Jakarta, IDN Times - Kapolri Jenderal Listyo Sigit Prabowo menyoroti munculnya berbagai celah hukum baru yang dipicu perkembangan situasi global dan kemajuan teknologi.
Menurut dia, kondisi tersebut menjadi tantangan yang harus diantisipasi aparat penegak hukum melalui penguatan profesionalisme, peningkatan kualitas sumber daya manusia (SDM), serta sinergi lintas lembaga.
Hal itu disampaikan Sigit saat membuka Rapat Kerja Teknis (Rakernis) Reserse Kriminal (Reskrim) Polri Tahun Anggaran 2026 di Mabes Polri, Jakarta, Kamis (7/5/2026).

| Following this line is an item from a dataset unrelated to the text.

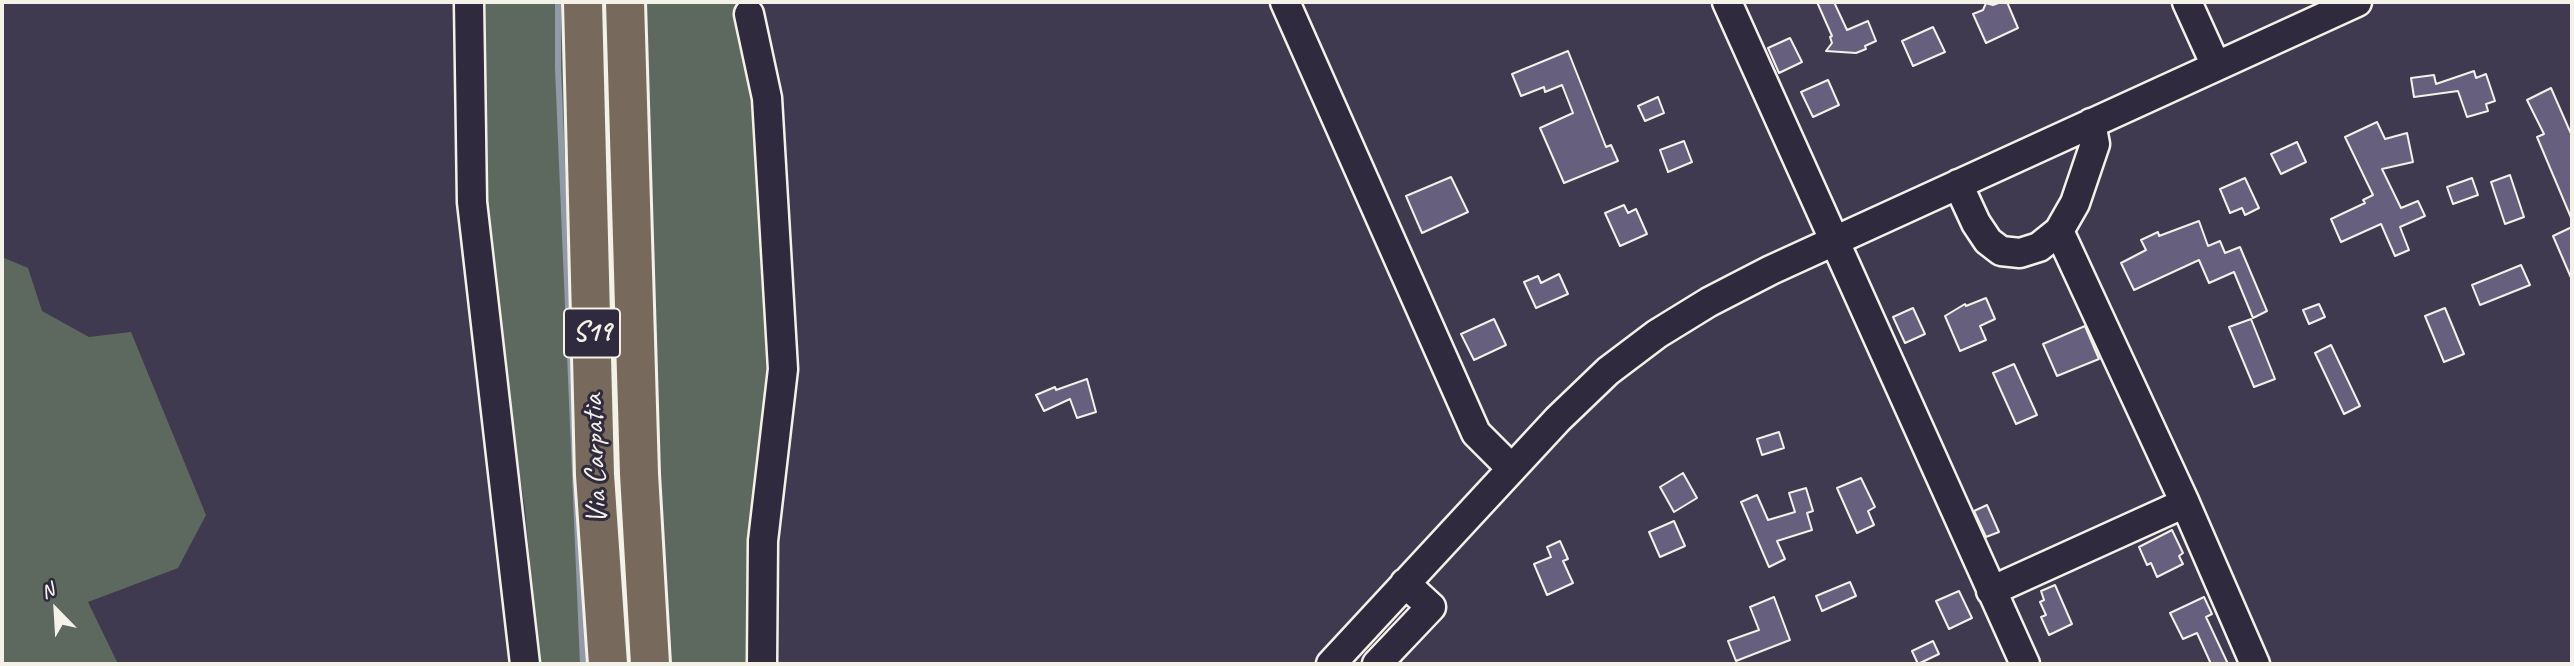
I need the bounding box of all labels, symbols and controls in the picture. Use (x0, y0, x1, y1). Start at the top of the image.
road number: S19 (564, 308, 620, 358)
street label: Via Carpatia (576, 394, 616, 524)
north arrow (21, 575, 91, 645)
text: N (37, 577, 58, 604)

“Di sisi lain juga kita menghadapi situasi global yang tentunya juga berdampak terhadap situasi di dalam negeri dan memunculkan celah-celah hukum baru yang harus kita antisipasi bersama," kata Sigit.
Dia mengatakan, Rakernis Reskrim menjadi bagian dari upaya Bareskrim Polri meningkatkan profesionalisme aparat melalui penguatan kualitas dan kemampuan SDM.
Sigit menilai, penegakan hukum tidak dapat dilakukan secara parsial sehingga diperlukan kolaborasi dan sinergi antarpenegak hukum maupun kementerian dan lembaga.
Menurut dia, langkah tersebut penting untuk mendukung pelaksanaan program pemerintah sekaligus menghadirkan rasa keadilan bagi masyarakat.
“Tentunya sinergisitas dan kolaborasi antar seluruh instansi kementerian lembaga ini menjadi sangat penting, sehingga apa yang menjadi harapan Bapak Presiden untuk bagaimana kita bisa mewujudkan rasa keadilan bagi masyarakat," kata dia.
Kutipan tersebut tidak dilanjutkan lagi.